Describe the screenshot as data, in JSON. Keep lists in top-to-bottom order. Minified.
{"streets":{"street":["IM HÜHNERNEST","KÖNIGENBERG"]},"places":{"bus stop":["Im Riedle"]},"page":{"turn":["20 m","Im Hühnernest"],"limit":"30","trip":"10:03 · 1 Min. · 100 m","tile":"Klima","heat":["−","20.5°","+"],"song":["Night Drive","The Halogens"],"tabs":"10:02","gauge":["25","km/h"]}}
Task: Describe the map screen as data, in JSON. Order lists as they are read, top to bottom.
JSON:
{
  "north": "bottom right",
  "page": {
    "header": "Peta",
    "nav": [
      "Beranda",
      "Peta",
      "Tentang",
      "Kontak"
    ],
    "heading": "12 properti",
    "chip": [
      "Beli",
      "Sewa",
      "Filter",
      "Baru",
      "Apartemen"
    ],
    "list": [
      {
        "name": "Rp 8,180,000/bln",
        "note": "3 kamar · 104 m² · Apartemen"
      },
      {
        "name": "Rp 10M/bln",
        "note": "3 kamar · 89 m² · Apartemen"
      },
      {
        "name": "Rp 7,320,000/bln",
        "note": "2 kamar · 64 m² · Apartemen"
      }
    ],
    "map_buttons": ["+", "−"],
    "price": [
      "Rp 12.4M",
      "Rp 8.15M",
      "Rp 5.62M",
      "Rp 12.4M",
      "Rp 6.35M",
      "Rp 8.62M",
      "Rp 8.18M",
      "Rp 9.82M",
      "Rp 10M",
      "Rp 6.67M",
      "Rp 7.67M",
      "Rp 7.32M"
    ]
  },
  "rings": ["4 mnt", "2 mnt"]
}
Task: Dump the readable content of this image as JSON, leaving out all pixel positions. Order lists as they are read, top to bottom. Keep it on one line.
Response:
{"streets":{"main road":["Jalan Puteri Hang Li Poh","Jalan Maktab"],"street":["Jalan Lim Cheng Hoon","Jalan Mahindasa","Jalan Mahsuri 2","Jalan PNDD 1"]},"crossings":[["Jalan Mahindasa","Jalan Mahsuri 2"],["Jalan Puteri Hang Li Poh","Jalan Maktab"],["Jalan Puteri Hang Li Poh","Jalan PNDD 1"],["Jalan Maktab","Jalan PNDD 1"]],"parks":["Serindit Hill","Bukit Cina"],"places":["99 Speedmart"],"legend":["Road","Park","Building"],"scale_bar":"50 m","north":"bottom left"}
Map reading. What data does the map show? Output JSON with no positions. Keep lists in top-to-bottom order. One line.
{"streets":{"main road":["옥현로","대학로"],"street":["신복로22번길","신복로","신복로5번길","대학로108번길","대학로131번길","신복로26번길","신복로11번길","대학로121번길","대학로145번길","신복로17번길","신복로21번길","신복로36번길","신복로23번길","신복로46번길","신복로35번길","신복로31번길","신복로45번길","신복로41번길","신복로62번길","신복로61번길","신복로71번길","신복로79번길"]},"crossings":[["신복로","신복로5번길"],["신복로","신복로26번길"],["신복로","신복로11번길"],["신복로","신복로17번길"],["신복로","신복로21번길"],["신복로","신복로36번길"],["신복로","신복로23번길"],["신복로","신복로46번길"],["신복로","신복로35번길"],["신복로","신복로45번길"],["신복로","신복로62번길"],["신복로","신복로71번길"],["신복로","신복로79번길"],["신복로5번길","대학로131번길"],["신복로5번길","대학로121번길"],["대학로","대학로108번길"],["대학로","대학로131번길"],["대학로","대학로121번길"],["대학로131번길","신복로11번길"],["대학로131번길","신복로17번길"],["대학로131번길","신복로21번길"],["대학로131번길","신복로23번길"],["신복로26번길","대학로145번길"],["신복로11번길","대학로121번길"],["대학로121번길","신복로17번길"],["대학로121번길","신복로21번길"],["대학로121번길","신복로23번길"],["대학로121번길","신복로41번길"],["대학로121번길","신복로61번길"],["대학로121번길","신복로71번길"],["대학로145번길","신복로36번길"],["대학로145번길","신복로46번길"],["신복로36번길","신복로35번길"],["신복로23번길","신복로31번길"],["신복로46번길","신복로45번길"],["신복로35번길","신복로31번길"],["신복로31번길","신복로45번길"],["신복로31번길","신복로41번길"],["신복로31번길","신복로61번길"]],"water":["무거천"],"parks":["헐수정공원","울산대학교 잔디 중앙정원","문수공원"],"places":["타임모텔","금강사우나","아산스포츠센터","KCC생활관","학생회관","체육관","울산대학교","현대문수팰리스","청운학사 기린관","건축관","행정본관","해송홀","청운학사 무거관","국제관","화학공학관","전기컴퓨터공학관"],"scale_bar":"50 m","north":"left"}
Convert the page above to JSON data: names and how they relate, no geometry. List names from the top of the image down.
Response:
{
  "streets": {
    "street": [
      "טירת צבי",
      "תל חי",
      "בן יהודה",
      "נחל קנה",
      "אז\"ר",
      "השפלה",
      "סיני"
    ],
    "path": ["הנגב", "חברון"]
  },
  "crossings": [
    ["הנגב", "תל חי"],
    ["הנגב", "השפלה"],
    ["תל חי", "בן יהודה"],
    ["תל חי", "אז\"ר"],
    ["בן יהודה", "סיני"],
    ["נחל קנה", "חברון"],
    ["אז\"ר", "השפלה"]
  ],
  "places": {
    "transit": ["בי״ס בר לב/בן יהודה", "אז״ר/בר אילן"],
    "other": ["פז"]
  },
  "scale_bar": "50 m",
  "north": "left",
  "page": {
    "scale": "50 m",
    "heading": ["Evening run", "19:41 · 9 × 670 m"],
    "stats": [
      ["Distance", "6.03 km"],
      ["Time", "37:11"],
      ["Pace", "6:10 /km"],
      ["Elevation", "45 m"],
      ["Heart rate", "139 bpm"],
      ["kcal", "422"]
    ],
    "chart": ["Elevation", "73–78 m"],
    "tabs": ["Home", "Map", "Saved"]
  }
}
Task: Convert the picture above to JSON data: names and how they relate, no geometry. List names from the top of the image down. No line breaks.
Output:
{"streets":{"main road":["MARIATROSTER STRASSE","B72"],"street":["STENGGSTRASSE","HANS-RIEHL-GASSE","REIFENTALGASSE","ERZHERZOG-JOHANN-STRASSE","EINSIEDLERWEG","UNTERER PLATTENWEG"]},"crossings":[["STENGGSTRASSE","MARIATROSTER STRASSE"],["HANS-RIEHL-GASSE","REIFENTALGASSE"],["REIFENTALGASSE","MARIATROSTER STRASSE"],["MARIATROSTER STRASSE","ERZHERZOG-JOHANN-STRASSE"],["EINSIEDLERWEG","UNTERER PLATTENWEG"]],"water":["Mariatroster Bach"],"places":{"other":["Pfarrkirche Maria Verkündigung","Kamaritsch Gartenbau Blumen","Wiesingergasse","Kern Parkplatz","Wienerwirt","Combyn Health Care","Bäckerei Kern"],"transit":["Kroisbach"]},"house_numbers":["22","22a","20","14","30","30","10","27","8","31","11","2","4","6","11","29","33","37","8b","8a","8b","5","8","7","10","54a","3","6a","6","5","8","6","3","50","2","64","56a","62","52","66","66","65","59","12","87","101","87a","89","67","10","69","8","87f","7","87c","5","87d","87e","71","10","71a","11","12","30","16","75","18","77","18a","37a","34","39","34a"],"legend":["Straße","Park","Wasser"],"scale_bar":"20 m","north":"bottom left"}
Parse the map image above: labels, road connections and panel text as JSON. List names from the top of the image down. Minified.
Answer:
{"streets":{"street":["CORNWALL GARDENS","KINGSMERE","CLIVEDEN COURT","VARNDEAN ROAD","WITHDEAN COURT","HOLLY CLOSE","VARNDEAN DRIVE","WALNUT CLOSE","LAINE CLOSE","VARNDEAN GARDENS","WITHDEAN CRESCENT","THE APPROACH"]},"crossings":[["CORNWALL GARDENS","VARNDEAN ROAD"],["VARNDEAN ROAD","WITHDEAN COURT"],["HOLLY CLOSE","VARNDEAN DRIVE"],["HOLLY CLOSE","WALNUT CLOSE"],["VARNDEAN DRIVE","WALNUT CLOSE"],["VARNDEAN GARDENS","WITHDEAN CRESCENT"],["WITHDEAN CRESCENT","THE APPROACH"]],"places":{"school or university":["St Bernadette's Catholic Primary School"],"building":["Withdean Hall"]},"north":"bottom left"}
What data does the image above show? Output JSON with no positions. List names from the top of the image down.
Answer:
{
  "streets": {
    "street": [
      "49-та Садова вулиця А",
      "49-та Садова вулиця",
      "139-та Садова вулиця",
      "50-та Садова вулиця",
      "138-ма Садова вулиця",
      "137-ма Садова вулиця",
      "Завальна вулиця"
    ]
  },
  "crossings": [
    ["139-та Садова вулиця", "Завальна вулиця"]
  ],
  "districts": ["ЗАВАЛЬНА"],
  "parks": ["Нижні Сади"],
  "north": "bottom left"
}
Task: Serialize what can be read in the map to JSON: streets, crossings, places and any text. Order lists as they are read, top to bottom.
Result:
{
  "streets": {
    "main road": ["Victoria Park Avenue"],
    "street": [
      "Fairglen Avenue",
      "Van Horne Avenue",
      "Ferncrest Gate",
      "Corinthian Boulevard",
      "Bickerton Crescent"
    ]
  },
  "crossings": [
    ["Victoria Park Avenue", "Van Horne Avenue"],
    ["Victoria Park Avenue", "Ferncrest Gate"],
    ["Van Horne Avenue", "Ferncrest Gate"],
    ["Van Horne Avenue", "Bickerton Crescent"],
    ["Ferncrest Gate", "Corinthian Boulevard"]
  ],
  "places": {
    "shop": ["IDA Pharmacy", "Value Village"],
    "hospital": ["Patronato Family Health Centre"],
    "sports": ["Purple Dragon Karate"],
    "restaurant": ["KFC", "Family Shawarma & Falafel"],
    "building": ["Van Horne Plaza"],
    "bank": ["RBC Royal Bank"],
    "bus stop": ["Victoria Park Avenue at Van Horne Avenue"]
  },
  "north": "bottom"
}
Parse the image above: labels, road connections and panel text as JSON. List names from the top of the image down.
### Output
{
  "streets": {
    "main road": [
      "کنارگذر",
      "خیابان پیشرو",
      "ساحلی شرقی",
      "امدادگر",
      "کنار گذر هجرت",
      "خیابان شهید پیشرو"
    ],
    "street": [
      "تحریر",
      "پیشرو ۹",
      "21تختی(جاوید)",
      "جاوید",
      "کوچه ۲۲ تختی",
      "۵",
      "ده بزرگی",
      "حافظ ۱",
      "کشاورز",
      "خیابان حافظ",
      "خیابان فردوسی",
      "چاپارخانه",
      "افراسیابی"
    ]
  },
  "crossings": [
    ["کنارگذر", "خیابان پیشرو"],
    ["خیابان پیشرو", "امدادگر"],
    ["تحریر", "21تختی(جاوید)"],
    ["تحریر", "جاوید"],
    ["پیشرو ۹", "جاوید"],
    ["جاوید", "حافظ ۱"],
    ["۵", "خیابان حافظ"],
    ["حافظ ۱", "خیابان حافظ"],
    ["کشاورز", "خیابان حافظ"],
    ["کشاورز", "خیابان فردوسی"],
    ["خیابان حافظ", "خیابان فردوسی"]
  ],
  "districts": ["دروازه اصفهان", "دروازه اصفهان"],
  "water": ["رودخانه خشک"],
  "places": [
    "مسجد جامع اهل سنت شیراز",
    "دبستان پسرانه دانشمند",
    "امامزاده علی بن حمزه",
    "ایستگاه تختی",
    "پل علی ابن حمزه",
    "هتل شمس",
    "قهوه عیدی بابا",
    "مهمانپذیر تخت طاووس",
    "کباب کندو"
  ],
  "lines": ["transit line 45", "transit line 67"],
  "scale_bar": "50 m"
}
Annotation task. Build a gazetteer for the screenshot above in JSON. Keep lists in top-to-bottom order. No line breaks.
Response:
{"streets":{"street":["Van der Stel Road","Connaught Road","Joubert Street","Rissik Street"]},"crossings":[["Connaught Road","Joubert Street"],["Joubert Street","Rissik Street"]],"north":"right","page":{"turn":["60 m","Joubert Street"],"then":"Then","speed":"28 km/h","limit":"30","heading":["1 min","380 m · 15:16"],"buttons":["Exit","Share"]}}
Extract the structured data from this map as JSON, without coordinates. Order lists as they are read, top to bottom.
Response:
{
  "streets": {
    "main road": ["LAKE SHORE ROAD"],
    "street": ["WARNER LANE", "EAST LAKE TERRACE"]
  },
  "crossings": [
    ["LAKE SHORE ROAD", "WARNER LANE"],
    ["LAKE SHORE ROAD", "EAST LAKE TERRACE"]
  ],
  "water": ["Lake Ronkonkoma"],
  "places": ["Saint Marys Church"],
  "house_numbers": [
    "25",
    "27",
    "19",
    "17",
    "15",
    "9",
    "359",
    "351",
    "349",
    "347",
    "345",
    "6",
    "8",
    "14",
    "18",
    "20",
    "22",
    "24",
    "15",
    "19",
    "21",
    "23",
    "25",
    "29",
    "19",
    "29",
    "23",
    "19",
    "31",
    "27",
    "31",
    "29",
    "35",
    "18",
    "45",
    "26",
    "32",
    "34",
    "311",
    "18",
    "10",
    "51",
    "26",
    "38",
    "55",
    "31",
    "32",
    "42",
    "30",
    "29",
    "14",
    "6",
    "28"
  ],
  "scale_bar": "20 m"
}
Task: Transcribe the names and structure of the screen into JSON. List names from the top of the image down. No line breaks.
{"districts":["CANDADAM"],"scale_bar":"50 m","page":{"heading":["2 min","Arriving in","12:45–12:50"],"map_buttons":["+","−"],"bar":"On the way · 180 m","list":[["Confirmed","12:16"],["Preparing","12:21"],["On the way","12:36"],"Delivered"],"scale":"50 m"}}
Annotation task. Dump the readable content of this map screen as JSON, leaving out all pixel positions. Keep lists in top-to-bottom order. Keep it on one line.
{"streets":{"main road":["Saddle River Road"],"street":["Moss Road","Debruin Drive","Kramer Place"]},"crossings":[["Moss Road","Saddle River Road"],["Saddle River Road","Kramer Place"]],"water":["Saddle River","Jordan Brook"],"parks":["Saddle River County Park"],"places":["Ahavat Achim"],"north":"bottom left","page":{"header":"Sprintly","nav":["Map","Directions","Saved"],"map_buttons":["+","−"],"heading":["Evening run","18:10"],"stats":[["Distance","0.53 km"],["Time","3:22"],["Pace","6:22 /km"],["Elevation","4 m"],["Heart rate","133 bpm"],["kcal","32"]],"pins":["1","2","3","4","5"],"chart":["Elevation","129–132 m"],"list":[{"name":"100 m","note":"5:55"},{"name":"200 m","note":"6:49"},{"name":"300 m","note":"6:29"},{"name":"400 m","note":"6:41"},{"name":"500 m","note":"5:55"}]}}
————
(Required work): Could you copy out every line in the material above that contains the string "יהודה"?

(Response area):
      "בן יהודה",
    ["תל חי", "בן יהודה"],
    ["בן יהודה", "סיני"],
    "transit": ["בי״ס בר לב/בן יהודה", "אז״ר/בר אילן"],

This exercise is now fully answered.